This discussion has been locked.
You can no longer post new replies to this discussion. If you have a question you can start a new discussion

shader core cycles estimation

Hello Forum,

I've simple Fragment shader running on Immortalis-G715. The shader has no other computations except an equal number of int (cvt) and fp (fma) computations and that too they are independent. The shader core cycles almost equals to cvt + fma instructions but as per documentations cycles should be max(cvt, fma) instructions since they can run paralley in this case. so my query is does shader core cycles just reports cvt+fma instructions but in reality it should be max(cvt, fma)?

Regards,

Venkatesh.

Parents Reply Children
  • Thanks for the response, Peter. Here I am giving a simple shader case where it has independent int and fp operations and also provided streamline data collected on G715. 

    in vec4 v_nFade, ivec4 v_nFade1;
    
    void main()
    {
       vec4 b = vec4(1.3, 2.1, 3.4, 1.03);
       ivec4 c = ivec4(3, 5, 7, 9);
       for(int i=0; i<64; i++) {
          c = v_nFade1 >> c;
          b = (b * v_nFade);
       }
       color = vec4(c) + b;
    }

    Mali Core Cycles:Any active Mali Core Cycles:Execution core active Mali Core Instructions:CVT instructions Mali Core Instructions:FMA instructions Mali Core Varying Issues:32-bit interpolation slots Mali Core Varying Requests:Interpolation requests Mali Core Warps:Fragment warps
    91748 89129 50257 49451 12320 6160 770

    The streamline CVT & FMA instructions per invocation data matches with shader program. 

    The core cycles data streamline reported close to CVT + FMA instructions but as per my understanding it should be max(CVT, FMA) as they are independent and they can execute parallel. Could you clarify it?
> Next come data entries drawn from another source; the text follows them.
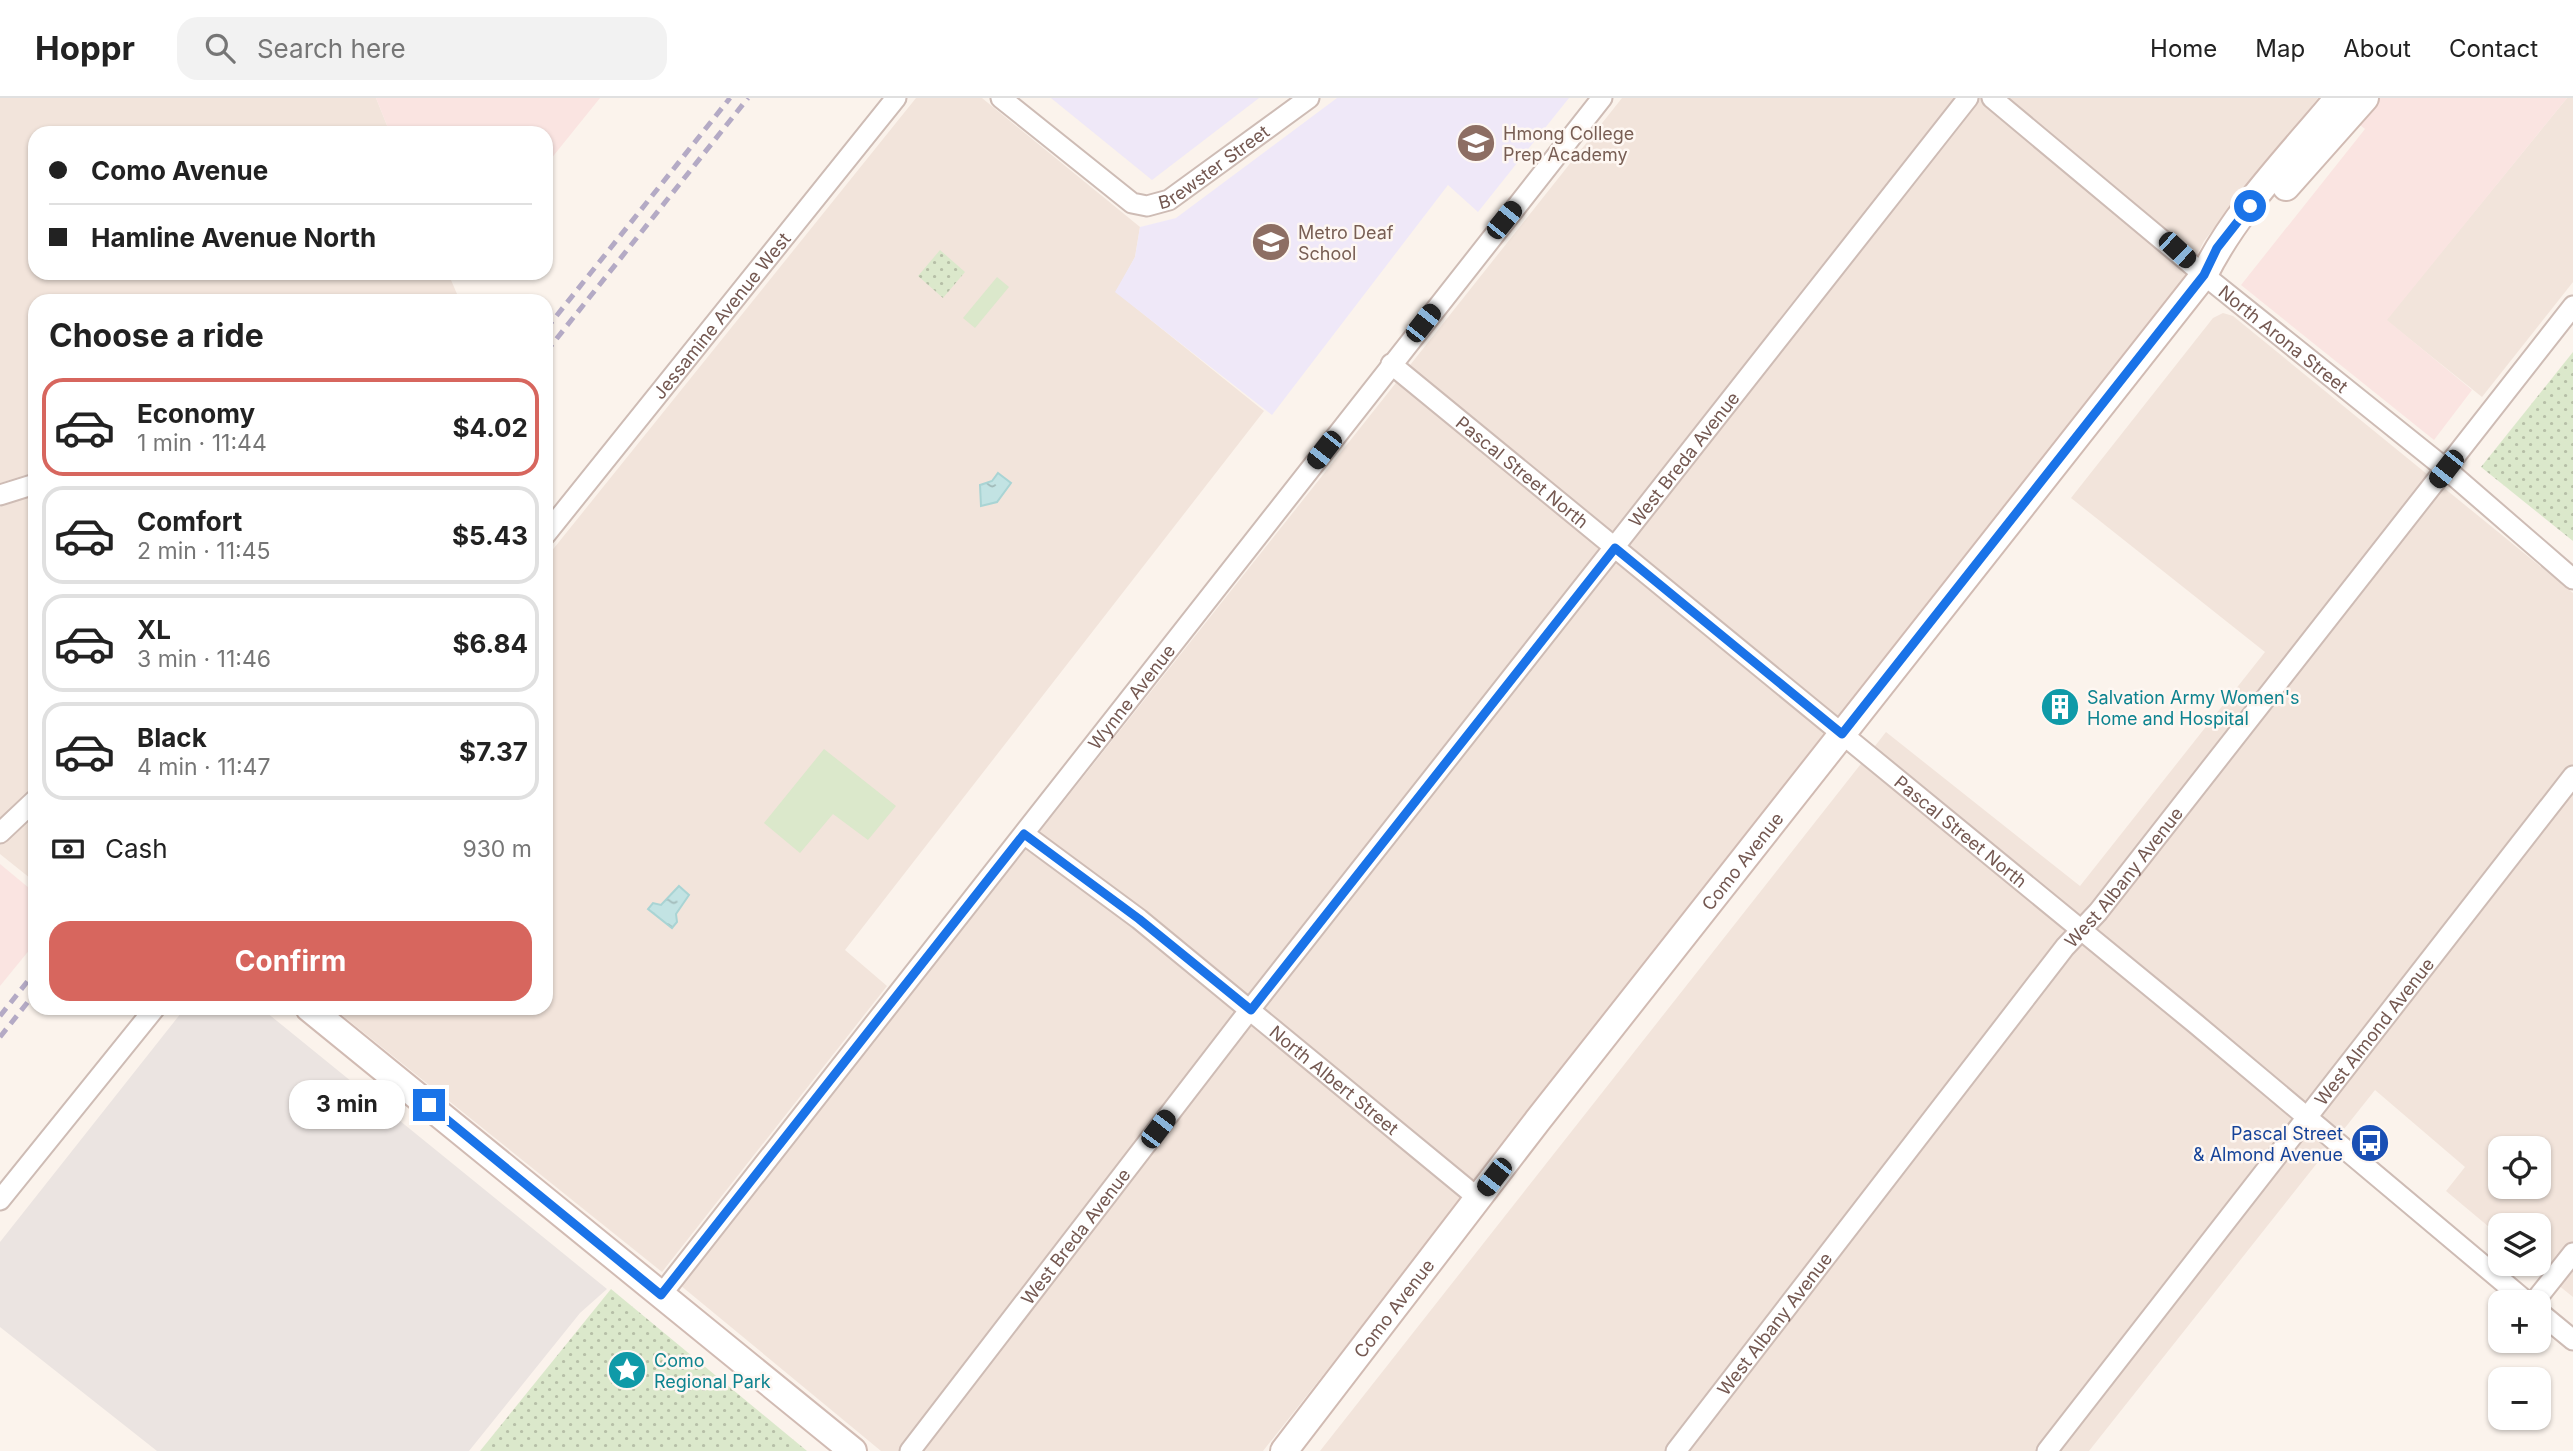 <!DOCTYPE html>
<html lang="en">
<head>
<meta charset="utf-8">
<style>
  body { margin:0; font-family:Inter,sans-serif; background:#f2f2f2; color:#222; height:100vh; display:flex; flex-direction:column; font-size:26px; white-space:nowrap }
  * { box-sizing:border-box; margin:0 }
  p { font-size:23px; color:#767676 }
  .icon { flex:none; width:38px; height:38px; fill:none; stroke:currentColor; stroke-width:2; stroke-linecap:round; stroke-linejoin:round }
  .map { position:relative; flex:1; overflow:hidden }
  .drawer { position:absolute; left:28px; top:196px; width:525px; height:721px; display:flex; flex-direction:column; background:#fff; border-radius:21px; box-shadow:0 2px 5px #0004 }
  .drawer>* { flex:none }
  .guide { position:absolute; left:28px; top:28px; width:525px; height:154px; border-radius:21px; box-shadow:0 2px 5px #0004; display:grid; align-content:center; height:154px; padding:0 21px; background:#fff }
  .controls { position:absolute; left:2488px; top:1038px; display:grid; gap:14px }
  .controls a { display:grid; place-items:center; width:63px; height:63px; border-radius:14px; background:#fff; box-shadow:0 2px 5px #0004; font-size:35px }
  .end { position:absolute; width:32px; height:32px; margin:-16px; border:9px solid #1a73e8; background:#fff; box-shadow:0 0 0 4px #fff }
  .from { border-radius:50% }
  .bubble { position:absolute; height:49px; border-radius:21px; background:#fff; box-shadow:0 2px 5px #0004; font-size:23px; font-weight:700; line-height:49px; text-align:center }
  .car { position:absolute; width:21px; height:42px; margin:-21px -10px; border-radius:9px; box-shadow:0 0 5px 2px #0007; background:linear-gradient(#222 24%,#8ab4d8 0 40%,#222 0 76%,#8ab4d8 0 86%,#222 0) }
  .guide b { display:flex; align-items:center; gap:24px; height:66px; font-size:26px }
  .guide b+b { border-top:2px solid #e0e0e0 }
  .guide i { width:18px; height:18px; background:#222 }
  ul { padding:0; list-style:none }
  li { display:flex; align-items:center; gap:21px; height:98px; margin:0 14px 10px; padding:0 7px; border:4px solid #e0e0e0; border-radius:21px }
  li div { flex:1 }
  li b { display:block; font-size:26px }
  li em { font-style:normal; font-weight:700 }
  li.selected { border-color:#d7665e }
  li>.icon { width:63px; height:63px; stroke-width:1.5 }
  h2 { padding:0 21px; font-size:32px; line-height:84px }
  .pay { display:flex; align-items:center; gap:18px; height:77px; padding:0 21px; font-size:26px }
  .pay p { margin-inline-start:auto }
  .action { display:flex; gap:14px; margin-top:auto; padding:14px 21px }
  .action a { flex:1; height:80px; border-radius:21px; background:#d7665e; color:#fff; font-size:28px; font-weight:700; line-height:80px; text-align:center }
  header { display:flex; align-items:center; gap:42px; box-sizing:border-box; height:98px; padding:0 35px; background:#fff; border-bottom:2px solid #e0e0e0 }
  header strong { font-size:33px }
  nav { display:flex; gap:38px; margin-inline-start:auto; font-size:24px }
  .search { width:490px; height:63px; background:#f2f2f2; display:flex; align-items:center; gap:18px; box-sizing:border-box; padding:0 24px; border-radius:21px; color:#767676; font-size:26px }
  .map>svg:first-child { display:block }
  .residential { fill:#f2e4db; fill-rule:evenodd }
  .commercial { fill:#fae4e1 }
  .industrial { fill:#ebe4e1 }
  .education { fill:#efe8f8 }
  .park { fill:url(#park-dots) }
  .garden { fill:#dbe8cb }
  .water { fill:url(#water-ripples); stroke:#a9d4d4; stroke-width:2 }
  .lines { fill:none; stroke-linecap:round; stroke-linejoin:round }
  .street-casing { stroke:#cebcb5; stroke-width:23 }
  .secondary-casing { stroke:#d1bbb3; stroke-width:30 }
  .street { stroke:#fff; stroke-width:19 }
  .secondary { stroke:#fff; stroke-width:26 }
  .rail { stroke:#b4aac5; stroke-width:5; stroke-dasharray:10 7; stroke-linecap:butt }
  .route { stroke:#1a73e8; stroke-width:9 }
  .labels { text-anchor:middle; dominant-baseline:central; stroke-width:5; stroke-linejoin:round; paint-order:stroke }
  .education-label { font-size:18px; fill:#785e54; stroke:#fef7f2; text-anchor:start }
  .street-label { font-size:18px; fill:#745851; stroke:#fef7f2 }
  .culture-label { font-size:18px; fill:#0d838f; stroke:#fef7f2; text-anchor:start }
  .transit-label { font-size:18px; fill:#164399; stroke:#fef7f2; text-anchor:end }
</style>
</head>
<body>
<header>
<strong>Hoppr</strong>
<div class="search"><svg class="icon" aria-label="search" viewBox="0 0 24 24"><circle cx="10" cy="10" r="6"/><path d="M15 15l6 6"/></svg>Search here</div>
<nav><a>Home</a><a>Map</a><a>About</a><a>Contact</a></nav>
</header>
<div class="map">
<svg width="2573" height="1353" viewBox="0 0 2573 1353">
  <defs>
    <pattern id="park-dots" width="8" height="8" patternUnits="userSpaceOnUse" patternTransform="scale(1.75)"><rect width="8" height="8" fill="#dbe8cb"/><path d="M2 2h.1M6 6h.1" fill="none" stroke="#b6bfa7" stroke-width="1.8" stroke-linecap="round"/></pattern>
    <pattern id="water-ripples" width="26" height="14" patternUnits="userSpaceOnUse" patternTransform="scale(1.75)"><rect width="26" height="14" fill="#c2e3e3"/><path d="M2 4q2-2 4 0t4 0M15 11q2-2 4 0t4 0" fill="none" stroke="#a2bbba"/></pattern>
  </defs>
  <rect width="100%" height="100%" fill="#fbf3ec"/>
  <g class="residential">
    <polygon points="0,0 376,0 390,35 35,35 35,175 448,175 460,203 35,203 35,374 0,385"/>
    <polygon points="916,0 982,0 1140,129 1135,159 1116,194 1264,313 845,852 887,888 662,1174 333,910 546,910 546,460"/>
    <polygon points="1622,0 2318,0 2204,143 2179,195 1263,1353 881,1353 680,1187"/>
    <polygon points="2567,0 2573,0 2573,184 2482,299 2386,222"/>
    <path d="M2223 215 2233 218 2573 495V1199L2532 1166H2539V1127H2501V1139L2446 1093 2465 1069 2375 992 2089 1353H1320L1886 634 2080 788 2265 554 2071 400 2213 220ZM2501 1050H2539V1088H2501Z"/>
    <polygon points="35,397 35,784 0,756 0,409"/>
  </g>
  <g class="commercial">
    <polygon points="376,0 600,0 546,67 546,35 390,35"/>
    <polygon points="2326,0 2567,0 2387,222 2472,292 2434,342 2241,187 2365,31"/>
    <polygon points="0,766 35,795 35,845 0,888"/>
  </g>
  <polygon class="industrial" points="185,910 261,910 607,1191 580,1215 469,1353 157,1353 0,1229 0,1144"/>
  <g class="education">
    <polygon points="1051,0 1259,0 1152,82"/>
    <polygon points="1337,0 1569,0 1478,114 1448,87 1272,317 1115,194 1135,159 1140,129 1176,120"/>
  </g>
  <g class="park">
    <polygon points="940,152 965,174 943,200 918,178"/>
    <polygon points="2573,254 2573,443 2481,369"/>
    <polygon points="611,1191 807,1353 480,1353"/>
  </g>
  <g class="garden">
    <polygon points="997,179 1009,189 975,230 963,220"/>
    <polygon points="824,651 896,708 868,742 833,716 800,755 764,725"/>
  </g>
  <g class="water">
    <polygon points="998,375 1011,385 997,404 981,408 980,387 992,383"/>
    <polygon points="679,788 689,797 676,816 677,824 672,830 648,811 653,805 661,807"/>
  </g>
  <g class="lines">
    <g class="street-casing">
      <g id="street">
        <path id="s1" d="M1001 0 1132 105 1147 108 1169 102 1309 0"/>
        <path id="s2" d="M1992 0 2204 177 2446 371 2573 481"/>
        <path id="s3" d="M1391 266 2196 926 2527 1204"/>
        <polyline points="0,397 35,386"/>
        <path id="s4" d="M546 436 896 0"/>
        <polyline points="0,735 35,702"/>
        <path id="s5" d="M1024 736 1139 821 1478 1100"/>
        <polyline points="0,1102 155,910"/>
        <path id="s6" d="M661 1197 1602 0"/>
        <polyline points="2534,1204 2573,1155"/>
        <polyline points="2539,1214 2573,1242"/>
        <path id="s7" d="M910 1353 1241 923 1968 0"/>
        <path id="s8" d="M1676 1353 2065 849 2098 814 2573 208"/>
        <path id="s9" d="M2047 1353 2573 678"/>
      </g>
    </g>
    <g class="secondary-casing">
      <g id="secondary">
        <polyline points="2286,89 2365,0"/>
        <polyline points="309,910 853,1353"/>
        <path id="s10" d="M1284 1353 1538 1022 2204 177C2236 112 2292 56 2338 0"/>
      </g>
    </g>
    <use href="#street" class="street"/>
    <use href="#secondary" class="secondary"/>
    <g class="rail">
      <polyline points="546,231 730,0"/>
      <polyline points="546,254 748,0"/>
      <polyline points="0,918 35,874"/>
      <polyline points="0,939 35,895"/>
    </g>
  </g>
  <g class="lines">
    <polyline class="route" points="429,1007 661,1197 1024,736 1139,821 1251,912 1615,450 1842,636 2204,177 2217,150 2250,108"/>
  </g>
  <defs>
    <g id="school-disc" transform="scale(2.0125)"><circle r="9.5" fill="#8d6e63" stroke="#fef7f2"/><path d="M0-5L7-2L0 1L-7-2ZM-4 1L0 2.5L4 1V4Q0 6-4 4Z" fill="#fff"/></g>
    <g id="building-disc" transform="scale(2.0125)"><circle r="9.5" fill="#0f9aa8" stroke="#fef7f2"/><path d="M-4-6H4V6H1V3H-1V6H-4ZM-2.5-4.3h1.7v1.8h-1.7ZM.8-4.3h1.7v1.8H.8ZM-2.5-1h1.7V.8h-1.7ZM.8-1h1.7V.8H.8Z" fill="#fff"/></g>
    <g id="bus-disc" transform="scale(2.0125)"><circle r="9.5" fill="#1a4fb4" stroke="#fef7f2"/><path d="M-5-6H5V4H4V6H2V4H-2V6H-4V4H-5ZM-3.5-4V0h7V-4ZM-3.5 1.2v1.5H-2V1.2ZM2 1.2v1.5H3.5V1.2Z" fill="#fff"/></g>
    <g id="sight-disc" transform="scale(2.0125)"><circle r="9.5" fill="#0f9aa8" stroke="#fef7f2"/><path d="M0-6L1.8-2.2L6-1.7L2.9 1.2L3.7 5.4L0 3.3L-3.7 5.4L-2.9 1.2L-6-1.7L-1.8-2.2Z" fill="#fff"/></g>
  </defs>
  <g fill-rule="evenodd">
    <use href="#school-disc" x="1476" y="45"/>
    <use href="#school-disc" x="1271" y="144"/>
    <use href="#building-disc" x="2060" y="609"/>
    <use href="#bus-disc" x="2370" y="1045"/>
    <use href="#sight-disc" x="627" y="1272"/>
  </g>
  <g class="labels">
    <g class="education-label">
      <text x="1503" y="35">Hmong College<tspan x="1503" dy="21">Prep Academy</tspan></text>
      <text x="1298" y="134">Metro Deaf<tspan x="1298" dy="21">School</tspan></text>
    </g>
    <g class="street-label">
      <text stroke="none"><textPath href="#s1" startOffset="261">Brewster Street</textPath></text>
      <text stroke="none"><textPath href="#s4" startOffset="280">Jessamine Avenue West</textPath></text>
      <text stroke="none"><textPath href="#s2" startOffset="378">North Arona Street</textPath></text>
      <text stroke="none"><textPath href="#s7" startOffset="1258">West Breda Avenue</textPath></text>
      <text stroke="none"><textPath href="#s3" startOffset="170">Pascal Street North</textPath></text>
      <text stroke="none"><textPath href="#s6" startOffset="761">Wynne Avenue</textPath></text>
      <text stroke="none"><textPath href="#s3" startOffset="737">Pascal Street North</textPath></text>
      <text stroke="none"><textPath href="#s10" startOffset="747">Como Avenue</textPath></text>
      <text stroke="none"><textPath href="#s8" startOffset="728">West Albany Avenue</textPath></text>
      <text stroke="none"><textPath href="#s9" startOffset="532">West Almond Avenue</textPath></text>
      <text stroke="none"><textPath href="#s5" startOffset="396">North Albert Street</textPath></text>
      <text stroke="none"><textPath href="#s7" startOffset="271">West Breda Avenue</textPath></text>
      <text stroke="none"><textPath href="#s10" startOffset="180">Como Avenue</textPath></text>
      <text stroke="none"><textPath href="#s8" startOffset="161">West Albany Avenue</textPath></text>
    </g>
    <g class="culture-label">
      <text x="2087" y="599">Salvation Army Women's<tspan x="2087" dy="21">Home and Hospital</tspan></text>
      <text x="654" y="1262">Como<tspan x="654" dy="21">Regional Park</tspan></text>
    </g>
    <g class="transit-label">
      <text x="2343" y="1035">Pascal Street<tspan x="2343" dy="21">&amp; Almond Avenue</tspan></text>
    </g>
  </g>
</svg>
<div class="controls">
<a><svg class="icon" aria-label="locate" viewBox="0 0 24 24"><circle cx="12" cy="12" r="6"/><path d="M12 2v4M12 18v4M2 12h4M18 12h4"/></svg></a>
<a><svg class="icon" aria-label="layers" viewBox="0 0 24 24"><path d="M12 4l9 5-9 5-9-5zM3 14l9 5 9-5"/></svg></a>
<a>+</a>
<a>−</a>
</div>
<i class="end from" style="left:2250px;top:108px"></i>
<i class="end" style="left:429px;top:1007px"></i>
<div class="bubble" style="left:289px;top:982px;width:116px">3 min</div>
<i class="car" style="left:1504px;top:122px;rotate:39deg"></i>
<i class="car" style="left:2177px;top:152px;rotate:133deg"></i>
<i class="car" style="left:1423px;top:225px;rotate:38deg"></i>
<i class="car" style="left:1324px;top:352px;rotate:218deg"></i>
<i class="car" style="left:2446px;top:371px;rotate:218deg"></i>
<i class="car" style="left:1158px;top:1031px;rotate:37deg"></i>
<i class="car" style="left:1494px;top:1079px;rotate:218deg"></i>
<div class="guide">
<b><i class="from"></i>Como Avenue</b>
<b><i></i>Hamline Avenue North</b>
</div>
<section class="drawer">
<h2>Choose a ride</h2>
<ul>
<li class="selected"><svg class="icon" aria-label="car" viewBox="0 0 24 24"><path d="M5 17H2v-5l4-1 3-4h7l3 4 3 1v5h-3M9 17h6M6 11h13"/><circle cx="7" cy="17" r="2"/><circle cx="17" cy="17" r="2"/></svg><div><b>Economy</b><p>1 min · 11:44</p></div><em>$4.02</em></li>
<li><svg class="icon" aria-label="car" viewBox="0 0 24 24"><path d="M5 17H2v-5l4-1 3-4h7l3 4 3 1v5h-3M9 17h6M6 11h13"/><circle cx="7" cy="17" r="2"/><circle cx="17" cy="17" r="2"/></svg><div><b>Comfort</b><p>2 min · 11:45</p></div><em>$5.43</em></li>
<li><svg class="icon" aria-label="car" viewBox="0 0 24 24"><path d="M5 17H2v-5l4-1 3-4h7l3 4 3 1v5h-3M9 17h6M6 11h13"/><circle cx="7" cy="17" r="2"/><circle cx="17" cy="17" r="2"/></svg><div><b>XL</b><p>3 min · 11:46</p></div><em>$6.84</em></li>
<li><svg class="icon" aria-label="car" viewBox="0 0 24 24"><path d="M5 17H2v-5l4-1 3-4h7l3 4 3 1v5h-3M9 17h6M6 11h13"/><circle cx="7" cy="17" r="2"/><circle cx="17" cy="17" r="2"/></svg><div><b>Black</b><p>4 min · 11:47</p></div><em>$7.37</em></li>
</ul>
<div class="pay"><svg class="icon" aria-label="cash" viewBox="0 0 24 24"><path d="M3 7h18v10H3z"/><circle cx="12" cy="12" r="2"/></svg>Cash<p>930 m</p></div>
<div class="action"><a>Confirm</a></div>
</section>
</div>
</body>
</html>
Thanks.

  • The pipes are not totally independent in G715. I don't believe the exact behaviour is publicly documented.

  • The pipes are not totally independent in G715. I don't believe the exact behaviour is publicly documented.

    I'd be curious what this looks like if you change the integer shift for an add (although the compiler might just pre-multiply because it's integer code - I need to check the disassembly to be sure).